[Opening Supplied records section]
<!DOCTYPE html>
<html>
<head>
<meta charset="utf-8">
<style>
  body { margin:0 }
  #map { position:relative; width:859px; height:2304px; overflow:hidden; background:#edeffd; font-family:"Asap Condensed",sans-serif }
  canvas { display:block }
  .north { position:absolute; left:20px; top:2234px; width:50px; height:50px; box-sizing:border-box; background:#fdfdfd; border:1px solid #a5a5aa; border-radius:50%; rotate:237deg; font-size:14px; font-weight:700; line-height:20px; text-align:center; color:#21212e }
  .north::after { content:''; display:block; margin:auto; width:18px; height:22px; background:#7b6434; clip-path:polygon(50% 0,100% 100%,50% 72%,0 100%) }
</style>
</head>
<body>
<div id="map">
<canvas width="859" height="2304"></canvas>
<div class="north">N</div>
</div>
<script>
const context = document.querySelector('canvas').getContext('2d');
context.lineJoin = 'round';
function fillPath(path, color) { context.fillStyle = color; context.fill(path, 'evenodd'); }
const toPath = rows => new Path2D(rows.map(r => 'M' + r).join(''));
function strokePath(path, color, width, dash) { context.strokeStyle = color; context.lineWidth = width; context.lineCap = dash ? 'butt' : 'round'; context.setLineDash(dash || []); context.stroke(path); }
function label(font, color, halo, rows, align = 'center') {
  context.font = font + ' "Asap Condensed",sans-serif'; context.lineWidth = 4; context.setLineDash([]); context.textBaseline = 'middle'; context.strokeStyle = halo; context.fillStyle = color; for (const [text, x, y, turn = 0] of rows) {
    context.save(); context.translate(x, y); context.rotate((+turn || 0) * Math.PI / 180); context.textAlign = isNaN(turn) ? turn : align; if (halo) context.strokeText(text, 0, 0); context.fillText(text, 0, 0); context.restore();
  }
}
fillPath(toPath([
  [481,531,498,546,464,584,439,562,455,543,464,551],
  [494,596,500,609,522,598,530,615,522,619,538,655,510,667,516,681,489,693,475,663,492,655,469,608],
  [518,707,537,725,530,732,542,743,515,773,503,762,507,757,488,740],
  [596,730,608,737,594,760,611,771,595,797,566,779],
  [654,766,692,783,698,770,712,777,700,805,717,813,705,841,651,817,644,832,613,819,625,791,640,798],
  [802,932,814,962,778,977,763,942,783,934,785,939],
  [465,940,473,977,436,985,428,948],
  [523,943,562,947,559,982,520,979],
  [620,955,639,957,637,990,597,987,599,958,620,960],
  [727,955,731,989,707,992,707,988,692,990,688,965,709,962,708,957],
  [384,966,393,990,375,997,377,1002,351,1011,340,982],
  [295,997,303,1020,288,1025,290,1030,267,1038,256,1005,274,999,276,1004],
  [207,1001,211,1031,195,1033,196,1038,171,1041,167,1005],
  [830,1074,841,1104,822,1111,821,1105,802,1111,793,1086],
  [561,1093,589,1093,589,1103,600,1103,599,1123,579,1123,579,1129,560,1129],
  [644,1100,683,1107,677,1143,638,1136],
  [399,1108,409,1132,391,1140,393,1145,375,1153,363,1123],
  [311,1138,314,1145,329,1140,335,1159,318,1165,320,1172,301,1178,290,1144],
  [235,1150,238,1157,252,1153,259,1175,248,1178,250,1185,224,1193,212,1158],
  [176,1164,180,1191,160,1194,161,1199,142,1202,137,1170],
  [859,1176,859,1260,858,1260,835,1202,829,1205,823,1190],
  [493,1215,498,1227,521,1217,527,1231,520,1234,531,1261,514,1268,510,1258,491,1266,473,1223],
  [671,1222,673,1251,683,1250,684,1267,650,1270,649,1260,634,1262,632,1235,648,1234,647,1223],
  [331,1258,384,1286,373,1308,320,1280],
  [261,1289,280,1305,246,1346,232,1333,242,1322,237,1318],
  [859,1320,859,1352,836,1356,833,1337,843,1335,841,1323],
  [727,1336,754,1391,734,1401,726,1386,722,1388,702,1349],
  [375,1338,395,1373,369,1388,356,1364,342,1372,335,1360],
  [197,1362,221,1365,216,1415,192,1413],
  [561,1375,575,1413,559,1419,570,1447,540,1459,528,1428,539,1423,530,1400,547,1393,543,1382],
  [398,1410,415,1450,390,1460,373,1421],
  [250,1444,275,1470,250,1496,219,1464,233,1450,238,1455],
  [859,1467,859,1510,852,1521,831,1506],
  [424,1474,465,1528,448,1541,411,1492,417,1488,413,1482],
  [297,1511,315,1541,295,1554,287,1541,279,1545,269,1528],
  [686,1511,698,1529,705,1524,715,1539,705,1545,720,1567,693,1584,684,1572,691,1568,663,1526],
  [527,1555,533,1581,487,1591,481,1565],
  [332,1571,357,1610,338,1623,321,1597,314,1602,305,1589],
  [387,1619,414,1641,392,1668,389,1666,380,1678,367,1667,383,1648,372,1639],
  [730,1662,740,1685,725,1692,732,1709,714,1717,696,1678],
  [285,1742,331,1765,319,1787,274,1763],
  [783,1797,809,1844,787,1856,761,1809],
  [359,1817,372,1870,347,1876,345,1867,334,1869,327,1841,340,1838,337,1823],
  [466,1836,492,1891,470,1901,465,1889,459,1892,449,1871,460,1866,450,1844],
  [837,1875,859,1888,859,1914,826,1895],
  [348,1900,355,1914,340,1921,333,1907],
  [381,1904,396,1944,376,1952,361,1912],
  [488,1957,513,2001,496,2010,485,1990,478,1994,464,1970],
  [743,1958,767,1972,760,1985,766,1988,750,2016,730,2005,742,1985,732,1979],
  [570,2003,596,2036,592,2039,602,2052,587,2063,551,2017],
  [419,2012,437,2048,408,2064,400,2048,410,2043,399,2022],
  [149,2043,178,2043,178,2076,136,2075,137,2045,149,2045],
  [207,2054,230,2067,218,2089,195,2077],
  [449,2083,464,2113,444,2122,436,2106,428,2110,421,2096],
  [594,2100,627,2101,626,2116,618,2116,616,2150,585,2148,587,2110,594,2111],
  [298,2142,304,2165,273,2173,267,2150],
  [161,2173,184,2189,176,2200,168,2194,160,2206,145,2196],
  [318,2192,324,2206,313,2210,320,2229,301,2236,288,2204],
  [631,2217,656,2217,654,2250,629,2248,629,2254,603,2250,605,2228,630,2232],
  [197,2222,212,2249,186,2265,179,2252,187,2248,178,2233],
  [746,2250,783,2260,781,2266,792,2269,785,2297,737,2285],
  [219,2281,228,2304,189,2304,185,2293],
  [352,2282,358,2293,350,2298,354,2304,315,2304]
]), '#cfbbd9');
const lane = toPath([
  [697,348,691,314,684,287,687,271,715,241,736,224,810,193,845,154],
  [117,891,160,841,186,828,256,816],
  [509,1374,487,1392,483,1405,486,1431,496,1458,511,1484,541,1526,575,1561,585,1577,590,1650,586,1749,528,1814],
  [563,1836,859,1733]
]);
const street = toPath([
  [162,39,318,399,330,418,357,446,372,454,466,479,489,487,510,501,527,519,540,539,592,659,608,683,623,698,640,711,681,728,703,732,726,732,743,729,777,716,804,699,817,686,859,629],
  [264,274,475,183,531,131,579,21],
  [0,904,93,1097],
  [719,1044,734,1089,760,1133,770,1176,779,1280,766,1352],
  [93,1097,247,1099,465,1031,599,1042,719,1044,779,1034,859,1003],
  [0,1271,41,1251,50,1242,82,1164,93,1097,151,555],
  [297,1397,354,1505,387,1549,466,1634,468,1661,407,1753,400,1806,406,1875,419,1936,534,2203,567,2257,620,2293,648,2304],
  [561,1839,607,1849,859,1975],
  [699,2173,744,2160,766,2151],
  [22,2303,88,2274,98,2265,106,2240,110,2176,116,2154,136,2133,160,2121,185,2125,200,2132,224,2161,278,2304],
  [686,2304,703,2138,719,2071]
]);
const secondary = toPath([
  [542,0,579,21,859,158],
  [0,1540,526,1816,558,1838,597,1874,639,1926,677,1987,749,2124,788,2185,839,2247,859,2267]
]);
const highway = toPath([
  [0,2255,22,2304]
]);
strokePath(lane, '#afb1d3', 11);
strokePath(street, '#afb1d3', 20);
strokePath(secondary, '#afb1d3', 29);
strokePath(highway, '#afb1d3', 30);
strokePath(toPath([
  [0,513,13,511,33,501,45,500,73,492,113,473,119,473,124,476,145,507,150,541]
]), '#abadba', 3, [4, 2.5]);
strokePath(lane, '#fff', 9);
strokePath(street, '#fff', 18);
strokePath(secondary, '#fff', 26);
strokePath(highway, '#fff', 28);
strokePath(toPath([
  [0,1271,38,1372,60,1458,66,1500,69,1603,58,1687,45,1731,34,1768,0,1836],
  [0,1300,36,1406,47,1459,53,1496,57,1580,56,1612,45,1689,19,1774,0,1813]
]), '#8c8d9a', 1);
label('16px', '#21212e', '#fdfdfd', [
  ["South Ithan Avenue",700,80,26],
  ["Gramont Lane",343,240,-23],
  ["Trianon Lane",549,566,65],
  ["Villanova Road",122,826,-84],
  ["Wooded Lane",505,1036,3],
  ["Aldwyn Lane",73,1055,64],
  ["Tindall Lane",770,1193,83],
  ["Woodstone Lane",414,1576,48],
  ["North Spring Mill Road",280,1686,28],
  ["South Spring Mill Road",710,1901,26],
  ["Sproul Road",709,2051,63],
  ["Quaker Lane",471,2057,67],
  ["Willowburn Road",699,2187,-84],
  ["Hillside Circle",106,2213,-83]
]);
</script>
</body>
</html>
[Closing Supplied records section]
-- Problem statement --
Reproduce exactly every line that sits between the start of the entries and the line bearing "function label(font, color, halo, rows, align", counting both of those lines.

-- Exercise output --
<!DOCTYPE html>
<html>
<head>
<meta charset="utf-8">
<style>
  body { margin:0 }
  #map { position:relative; width:859px; height:2304px; overflow:hidden; background:#edeffd; font-family:"Asap Condensed",sans-serif }
  canvas { display:block }
  .north { position:absolute; left:20px; top:2234px; width:50px; height:50px; box-sizing:border-box; background:#fdfdfd; border:1px solid #a5a5aa; border-radius:50%; rotate:237deg; font-size:14px; font-weight:700; line-height:20px; text-align:center; color:#21212e }
  .north::after { content:''; display:block; margin:auto; width:18px; height:22px; background:#7b6434; clip-path:polygon(50% 0,100% 100%,50% 72%,0 100%) }
</style>
</head>
<body>
<div id="map">
<canvas width="859" height="2304"></canvas>
<div class="north">N</div>
</div>
<script>
const context = document.querySelector('canvas').getContext('2d');
context.lineJoin = 'round';
function fillPath(path, color) { context.fillStyle = color; context.fill(path, 'evenodd'); }
const toPath = rows => new Path2D(rows.map(r => 'M' + r).join(''));
function strokePath(path, color, width, dash) { context.strokeStyle = color; context.lineWidth = width; context.lineCap = dash ? 'butt' : 'round'; context.setLineDash(dash || []); context.stroke(path); }
function label(font, color, halo, rows, align = 'center') {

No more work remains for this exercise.